Momento especial
As vozes vindas do meu vizinho me incomodam consideravelmente. Já falei com o síndico para tomar uma atitude contra o sujeito que bate na filha e violenta a esposa.
Na verdade, não sei se segue essa ordem. Pode haver até um revezamento: quando bate numa, estupra a outra. Sem seguir um planejamento organizado.
Graças à crise imobiliária perdi todos os meus investimentos. Há quatro meses moro neste cortiço, uma espelunca de primeira. Residem aqui de tudo e mais um pouco: entregador de jornal, motoboy, prostituta, michê, gigolô, traficante, lixeiro, escultor e por aí vai.
Os gritos continuam. Estou farto. É tanta injustiça no mundo que às vezes tenho vontade de cometer um ato heroico e justo. Servir de exemplo para os mais jovens. Morrer por algo que valha a pena. Ficar eternizado na história.
Mais gritos.
Caralho!
Está decidido, será hoje. É isso ou eu não mereço este par de bolas que carrego entre as pernas.
Vou até a cozinha e pego minha faca de ponta que está sem fio. Encaixo na cintura. Abro minha porta e caminho pelo corredor do prédio. Os gritos são da criança. A filha do casal é uma loirinha, deve ter dez ou onze anos...
Bato na porta do vizinho.
Mais gritos.
Bato de novo e uma voz estentórea e rouca pergunta quem é.
Bato outra vez e um homem, sem camiseta e apenas de cueca aparece sob o marco da porta. O cara é grande, mais de 1,90 de altura. Digo-lhe para encerrar aquela algazarra.
— Trabalho em casa e preciso me concentrar — brando para ele.
O homem apenas ri e gritando, me dá um ultimato:
— SE VOCÊ APARECER AQUI DE NOVO, SEU MERDA, DIGA ADEUS AOS SEUS CHINELOS E A TUDO QUE VOCÊ CONHECE E TE FAZ BEM.
Não consegui enxergar nada atrás dele. Nem criança, nem esposa, nem ninguém.
Esmurro a porta novamente.
O grandão surge com uma barra de ferro na mão. Antes que faça qualquer movimento, saco a faca do cós da calça e lhe enfio no abdômen.
No pescoço.
No peito.
E para finalizar, nas genitálias.
Só estando numa cena dessas para entender o quanto de sangue corre dentro do corpo humano.
É impressionante. É inesquecível. É delirante.
O homem está caído dentro do apartamento e uma poça enorme de sangue se forma em volta dele. Entro no recinto e vou até o quarto. A visão é desoladora: a filha está nua e com as mãos atadas na cabeceira da cama. Parece estar em choque ou aliviada, não sei. A esposa é a visão de um hematoma ambulante. Seu rosto está inchado e destroçado. Treme-se. Está encolhida num dos cantos do quarto.
Digo-lhes:
— O demônio está morto e vocês estão livres!
Silêncio.
Desamarro a menina. Ela continua estática sobre a cama. Respira e pisca, sem mexer nenhum outro músculo.
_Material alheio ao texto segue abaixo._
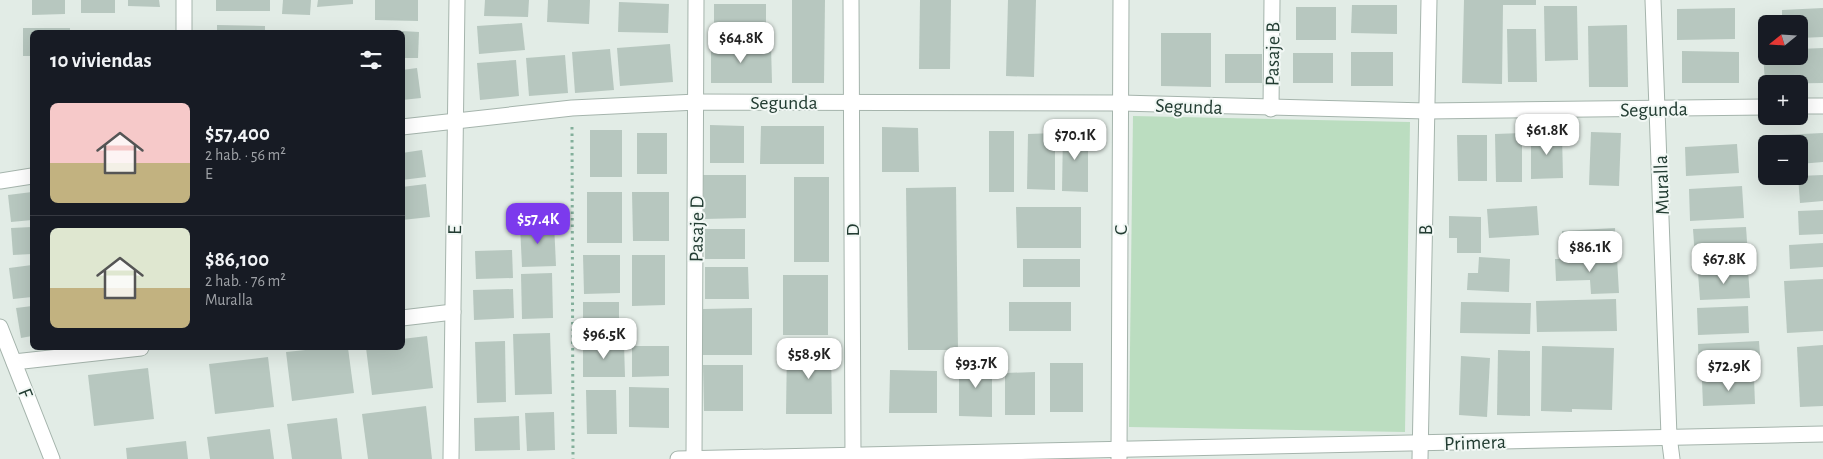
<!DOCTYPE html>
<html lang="es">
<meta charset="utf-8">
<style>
body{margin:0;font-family:"Alegreya Sans",sans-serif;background:#242831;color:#f1f3f6;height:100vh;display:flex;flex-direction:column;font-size:19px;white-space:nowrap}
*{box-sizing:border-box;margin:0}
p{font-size:16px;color:#9ea1a6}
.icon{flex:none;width:28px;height:28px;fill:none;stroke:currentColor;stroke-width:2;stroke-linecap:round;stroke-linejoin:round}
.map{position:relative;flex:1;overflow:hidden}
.sheet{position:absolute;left:30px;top:30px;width:375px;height:320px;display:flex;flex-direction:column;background:#171b24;border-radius:8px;box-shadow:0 5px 20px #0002}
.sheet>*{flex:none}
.needle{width:32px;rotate:252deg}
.fabs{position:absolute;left:1758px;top:15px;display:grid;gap:10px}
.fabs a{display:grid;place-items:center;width:50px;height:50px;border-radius:8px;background:#171b24;box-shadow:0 5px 20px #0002;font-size:25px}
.price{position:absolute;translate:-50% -42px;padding:0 11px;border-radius:10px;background:#fff;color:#222;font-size:16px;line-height:32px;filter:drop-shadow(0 1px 2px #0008)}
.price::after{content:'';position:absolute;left:50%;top:30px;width:15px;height:11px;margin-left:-8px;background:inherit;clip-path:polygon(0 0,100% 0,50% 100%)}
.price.active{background:#7c3aed;color:#fff}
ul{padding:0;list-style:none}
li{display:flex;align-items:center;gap:15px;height:125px;padding:0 20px}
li+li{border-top:1px solid #363941}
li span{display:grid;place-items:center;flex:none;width:140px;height:100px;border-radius:8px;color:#555}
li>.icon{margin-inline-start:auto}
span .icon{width:60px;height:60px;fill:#fffc;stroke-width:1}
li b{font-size:21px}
h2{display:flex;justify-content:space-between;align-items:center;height:60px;padding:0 20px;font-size:21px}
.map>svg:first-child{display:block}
.green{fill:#bbddc0}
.building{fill:#b7c7bf}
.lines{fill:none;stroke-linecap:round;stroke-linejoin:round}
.lane-casing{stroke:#a5b4ac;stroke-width:17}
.street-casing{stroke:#a5b4ac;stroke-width:17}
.path{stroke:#83af9b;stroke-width:3;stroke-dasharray:2.5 4;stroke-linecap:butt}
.lane{stroke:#fff;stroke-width:15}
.street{stroke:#fff;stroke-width:15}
.labels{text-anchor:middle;stroke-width:4;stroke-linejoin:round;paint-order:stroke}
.street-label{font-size:20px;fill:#223c32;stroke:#f2f8f5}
</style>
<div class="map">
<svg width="1823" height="459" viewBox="0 0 1823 459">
<rect width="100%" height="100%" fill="#e2ece6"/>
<!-- green -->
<path class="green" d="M1133,116L1410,122L1405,432L1129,427Z"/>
<!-- building -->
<g class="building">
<path d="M32,0H65V14L32,15Z"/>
<rect x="81" y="0" width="34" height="13"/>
<path d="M128,0H159L160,7L128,6Z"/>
<rect x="216" y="0" width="54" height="11"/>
<path d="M283,0H311L310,15L282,14Z"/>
<path d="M318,0H353V4L317,7Z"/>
<path d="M375,0H418V21L375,20Z"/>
<path d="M485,0H529L528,17L484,16Z"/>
<path d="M548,0H590L589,24L547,22Z"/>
<path d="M792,0H825L824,83H792Z"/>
<path d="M920,0H951L950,69H919Z"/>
<path d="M1008,0H1036L1034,77L1006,76Z"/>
<path d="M1464,0H1536V5H1503L1502,84L1462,83Z"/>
<path d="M619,2L669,4L668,33L618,32Z"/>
<rect x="714" y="4" width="52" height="29"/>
<path d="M1352,5H1397V34L1351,33Z"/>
<path d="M1544,6H1577L1578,60L1545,61Z"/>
<rect x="1296" y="7" width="40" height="33"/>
<path d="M1735,8V39L1677,40V9Z"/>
<path d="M1823,8V37L1799,38V24H1782V10Z"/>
<path d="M522,23L525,50L479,54L477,26Z"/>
<path d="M217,25L265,26V32H217Z"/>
<path d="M1627,25L1628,87H1589L1588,26Z"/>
<path d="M23,28H70V32H32V56H23Z"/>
<path d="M1507,29H1536L1537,82H1508Z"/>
<rect x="99" y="30" width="47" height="2"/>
<path d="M402,31L419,32L418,58H402Z"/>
<path d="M1161,33H1211V87L1161,86Z"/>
<path d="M670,44L673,82L620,86L617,48Z"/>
<path d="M711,45H771L772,83H711Z"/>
<path d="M1823,48V83L1765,84L1763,51H1766V56H1799V49Z"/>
<path d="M610,49L614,90L575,93L572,52Z"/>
<path d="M1682,51L1739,52V83H1682Z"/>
<rect x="1351" y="52" width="42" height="34"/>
<rect x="1293" y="53" width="40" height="30"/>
<rect x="1225" y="54" width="37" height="29"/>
<path d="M565,55L568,93L529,96L526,58Z"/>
<path d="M516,60L519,96L480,100L477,63Z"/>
<path d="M417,68L421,98L402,100V70Z"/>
<path d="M710,125L744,126V163H710Z"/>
<path d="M761,126H824V164H760Z"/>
<path d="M882,127L918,128L919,172H882Z"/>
<rect x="590" y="130" width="32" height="47"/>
<path d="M1063,130H1088V192L1062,191Z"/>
<rect x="989" y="131" width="25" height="61"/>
<path d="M1591,132L1621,133L1619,186L1589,185Z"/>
<rect x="637" y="133" width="30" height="41"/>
<path d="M1055,133V190L1027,189L1028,134Z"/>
<path d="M1522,133V182H1496L1495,134Z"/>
<path d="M1823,133V162L1799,164V144H1782L1781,135Z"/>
<path d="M1531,134H1562L1563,178L1531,179Z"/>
<path d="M1457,135H1487V181H1458Z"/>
<path d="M1737,144L1739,173L1686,176L1685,147Z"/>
<path d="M422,150L426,177L402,180V153Z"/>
<path d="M703,175H746V218L704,219Z"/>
<path d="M1823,175V201L1800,203L1798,176Z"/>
<rect x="794" y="177" width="35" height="85"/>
<path d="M426,184L430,217L402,220V187Z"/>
<path d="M1742,186L1744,218L1690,221L1689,189Z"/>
<path d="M956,187L958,350H908L906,188Z"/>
<path d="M32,192V220L11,222L8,195Z"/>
<rect x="587" y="192" width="35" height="51"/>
<path d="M632,192H669V241H633Z"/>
<path d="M1537,206L1539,235L1489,238L1487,209Z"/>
<path d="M1016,207H1081V248H1017Z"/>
<path d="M1823,210V234L1799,235L1798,211Z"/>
<path d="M1449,216L1481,217V253H1457V238H1449Z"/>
<path d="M554,223L556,266L522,267L520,225Z"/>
<path d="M32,227V254L13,255L11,228Z"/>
<path d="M1746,227L1748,256L1695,258L1693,229Z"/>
<path d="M1615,228L1616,254L1563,256L1562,231Z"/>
<rect x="705" y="229" width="40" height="30"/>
<path d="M1823,243V267L1790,269L1789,245Z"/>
<path d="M512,250L513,278L476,279L475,251Z"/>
<path d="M583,255H620V293L584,294Z"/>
<path d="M632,255H665V305L632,306Z"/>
<path d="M1479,257L1510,259L1509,292L1467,290L1468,273H1478Z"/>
<path d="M1617,258L1619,293L1591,294L1590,280L1556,281L1555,259Z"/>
<rect x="1023" y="259" width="57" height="28"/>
<path d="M32,265V297L13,299L9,268Z"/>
<path d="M705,267H748L749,299H705Z"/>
<path d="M1748,270L1750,298L1700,300L1698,273Z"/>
<path d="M552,273L553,318L522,319L521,274Z"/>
<rect x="783" y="275" width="45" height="60"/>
<path d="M1823,279V331L1787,333L1784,281Z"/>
<path d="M513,289L514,318L474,320L473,290Z"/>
<path d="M1616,299L1617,331L1537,332L1536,301Z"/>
<rect x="583" y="302" width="36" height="33"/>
<rect x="1009" y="302" width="62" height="29"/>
<path d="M1461,302L1531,303L1530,334L1460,333Z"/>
<path d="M32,306V336L21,338L16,308Z"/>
<path d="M1748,306L1749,333L1698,335L1697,308Z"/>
<path d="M752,308V355H702L703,309Z"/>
<path d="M550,333L552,394L515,395L513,334Z"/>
<path d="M427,336L433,388L372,395L366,348H402V339Z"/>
<path d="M505,341L506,402L477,403L475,342Z"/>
<path d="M1759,341L1761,370L1699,373L1698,344Z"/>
<path d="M583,343H624L625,377H583Z"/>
<path d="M1823,345V406L1800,407L1797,347Z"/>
<path d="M632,346H669V376L632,377Z"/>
<path d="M787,346L831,347L832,414H786Z"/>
<path d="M1542,346L1614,348L1612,410L1572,409V412L1541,411Z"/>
<path d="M325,348H348L354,393L292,401L286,352Z"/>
<path d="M1498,350L1530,351V416L1497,415Z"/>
<path d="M1461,356L1490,358L1487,417L1459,415Z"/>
<path d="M268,357L274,407L215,414L209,364Z"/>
<path d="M959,361L992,362V417L959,416Z"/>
<rect x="1050" y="363" width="33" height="49"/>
<path d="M703,365H743V411H704Z"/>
<path d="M148,368L154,419L94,426L88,375Z"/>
<path d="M890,370L937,371V413H889Z"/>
<path d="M1035,372V415H1005V373Z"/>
<path d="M1754,378L1755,404L1703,406L1702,381Z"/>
<path d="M629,387L669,388V428L629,427Z"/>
<path d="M586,390H616L617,434H587Z"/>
<path d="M426,406L432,459H368L362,414Z"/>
<path d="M554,412L555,450L527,451L525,413Z"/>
<path d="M519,416L520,450L475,451L474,418Z"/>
<path d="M337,418L342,459H292L287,424Z"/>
<path d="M270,429L274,459H210L207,437Z"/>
<path d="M186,441L188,459H127L126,448Z"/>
</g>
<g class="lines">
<defs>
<g id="lane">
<path d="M1271,109L1272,0"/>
<path d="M402,318L453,312"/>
<path d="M14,362L141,348"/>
<path d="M1669,436L1672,459"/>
</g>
<g id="street">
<path d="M851,0L853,459"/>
<path d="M1653,0L1669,436"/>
<path d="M184,32V0"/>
<path d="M1799,106H1823"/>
<path d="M402,127L572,108L697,102L1121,103L1427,111L1766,107"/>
<path d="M0,181L32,176"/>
<path d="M0,327L52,459"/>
<path d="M694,457L696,0"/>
<path d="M1119,458L1121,0"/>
<path d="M451,459L457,0"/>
<path d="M678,459L1823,434"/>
<path d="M1420,459L1429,0"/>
</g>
</defs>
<!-- lane casing -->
<use href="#lane" class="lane-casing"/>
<!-- street casing -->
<use href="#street" class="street-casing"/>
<!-- path -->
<path class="path" d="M572,127L573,459"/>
<!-- lane -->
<use href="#lane" class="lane"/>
<!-- street -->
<use href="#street" class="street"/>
</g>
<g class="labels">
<!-- street labels -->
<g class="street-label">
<text transform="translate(1272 54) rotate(-89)" y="7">Pasaje B</text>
<text x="784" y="109">Segunda</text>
<text transform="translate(1189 106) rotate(2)" y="7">Segunda</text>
<text transform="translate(1654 109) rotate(-1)" y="7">Segunda</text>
<text transform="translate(1661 185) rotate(-92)" y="7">Muralla</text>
<text transform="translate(696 229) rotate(-89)" y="7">Pasaje D</text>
<text transform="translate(454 230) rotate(-89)" y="7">E</text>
<text transform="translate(852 230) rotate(-90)" y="7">D</text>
<text transform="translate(1120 230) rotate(-90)" y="7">C</text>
<text transform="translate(1425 230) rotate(-89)" y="7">B</text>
<text transform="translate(26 393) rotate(68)" y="7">F</text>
<text transform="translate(1475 442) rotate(-2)" y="7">Primera</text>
</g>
</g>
</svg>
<div class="fabs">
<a><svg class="needle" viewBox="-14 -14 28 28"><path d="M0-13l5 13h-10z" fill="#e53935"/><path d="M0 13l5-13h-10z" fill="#9ea1a6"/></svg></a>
<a>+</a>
<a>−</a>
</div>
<b class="price" style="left:741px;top:64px">$64.8K</b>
<b class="price" style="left:1547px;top:156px">$61.8K</b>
<b class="price" style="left:1075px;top:161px">$70.1K</b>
<b class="price active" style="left:538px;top:245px">$57.4K</b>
<b class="price" style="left:1590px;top:273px">$86.1K</b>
<b class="price" style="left:1724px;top:285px">$67.8K</b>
<b class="price" style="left:604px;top:360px">$96.5K</b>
<b class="price" style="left:809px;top:380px">$58.9K</b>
<b class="price" style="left:976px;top:389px">$93.7K</b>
<b class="price" style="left:1729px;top:392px">$72.9K</b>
<section class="sheet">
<h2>10 viviendas<svg class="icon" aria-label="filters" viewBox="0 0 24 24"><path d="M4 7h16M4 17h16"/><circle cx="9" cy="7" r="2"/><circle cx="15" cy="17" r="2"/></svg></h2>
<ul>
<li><span style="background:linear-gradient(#f6c9c9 60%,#c2b280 0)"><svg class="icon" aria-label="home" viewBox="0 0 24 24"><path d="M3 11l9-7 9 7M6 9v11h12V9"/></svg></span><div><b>$57,400</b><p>2 hab. · 56 m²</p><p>E</p></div></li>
<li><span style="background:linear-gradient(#dfe7d0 60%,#c2b280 0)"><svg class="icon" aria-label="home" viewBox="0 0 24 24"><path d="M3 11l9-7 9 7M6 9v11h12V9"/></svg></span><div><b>$86,100</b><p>2 hab. · 76 m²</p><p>Muralla</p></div></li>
</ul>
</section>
</div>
Passo por cima do corpo do brutamontes e retorno para casa. Não há ninguém nos corredores. Aqui ninguém se mete na vida de ninguém. As pessoas já têm problemas suficientes. Para que adquirirem mais?! Melhor cegarem-se diante das desgraças alheias.
Chaveio minha porta, tomo banho e lavo minha faca. Abro uma garrafa de cachaça mineira, sirvo num copo de shot e bebo. Guardava a aguardente no armário há muito tempo. Esperava um momento especial para sorvê-la.